Divergence is flux density: $\displaystyle\nabla\cdot\mathbf{F}(P) = \lim_{V\to 0}\frac{1}{V}\oiint_{\partial V}\mathbf{F}\cdot d\mathbf{S}$. The macroscopic theorem is just this microscopic identity summed up (§37.5).
Stokes contains Green: flatten $S$ into the $xy$-plane with $\mathbf{F} = \langle P,Q,0\rangle$ and Stokes' theorem becomes Green's theorem $\oint P\,dx + Q\,dy = \iint(Q_x - P_y)\,dA$ (§37.2; Green's, Chapter 35).

Choosing the Easier Side

Surface independence (Stokes'). The curl-flux depends only on the boundary curve, not on which surface fills it, because $\nabla\cdot(\nabla\times\mathbf{F}) = 0$ (§37.2, §37.9). Swap a hideous surface for a flat disk with the same rim.
Closed surfaces (divergence). A flux through a closed surface almost always falls faster to a volume integral of the divergence — Example 4 turned six face integrals into one (§37.5).
Constant divergence shortcut. If $\nabla\cdot\mathbf{F}$ is constant $c$, the flux is just $c\cdot\text{Vol}(E)$ (Check Your Understanding, §37.5).

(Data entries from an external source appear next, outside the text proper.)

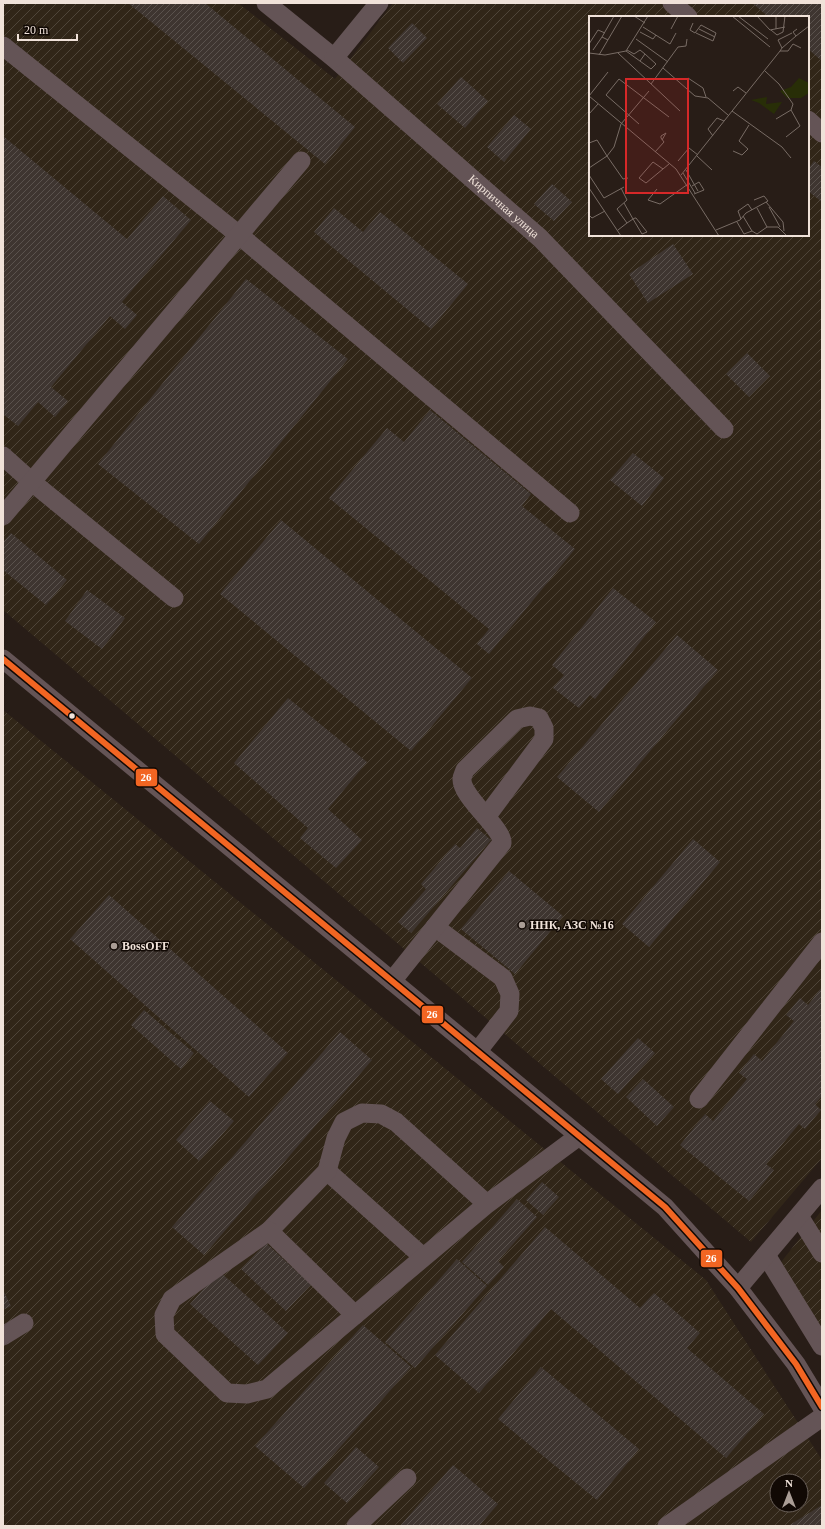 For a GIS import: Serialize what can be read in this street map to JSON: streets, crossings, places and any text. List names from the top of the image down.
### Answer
{
  "streets": {
    "street": ["Кирпичная улица"]
  },
  "places": ["ННК, АЗС №16", "BossOFF"],
  "lines": ["transit line 26"],
  "scale_bar": "20 m",
  "north": "top"
}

Maxwell's Equations — the Headline Payoff

Stokes' and the Divergence theorems are the entire dictionary between the integral and differential forms of electromagnetism (§37.7):

Law	Integral form	Differential form	Theorem
Gauss (electric)	$\oiint\mathbf{E}\cdot d\mathbf{S} = Q_{\text{enc}}/\varepsilon_0$	$\nabla\cdot\mathbf{E} = \rho/\varepsilon_0$	Divergence
Gauss (magnetic)	$\oiint\mathbf{B}\cdot d\mathbf{S} = 0$	$\nabla\cdot\mathbf{B} = 0$	Divergence
Faraday	$\oint\mathbf{E}\cdot d\mathbf{r} = -d\Phi_B/dt$	$\nabla\times\mathbf{E} = -\partial_t\mathbf{B}$	Stokes'
Ampère–Maxwell	$\oint\mathbf{B}\cdot d\mathbf{r} = \mu_0(I_{\text{enc}} + \varepsilon_0\,d\Phi_E/dt)$	$\nabla\times\mathbf{B} = \mu_0\mathbf{J} + \mu_0\varepsilon_0\,\partial_t\mathbf{E}$	Stokes'

The same "flux balance → Divergence theorem → differential law" move also produces the continuity equation $\partial_t\rho + \nabla\cdot(\rho\mathbf{u}) = 0$ and the heat equation $\partial_t T = \alpha\nabla^2 T$ (§37.8) — half the governing PDEs of physics from one theorem.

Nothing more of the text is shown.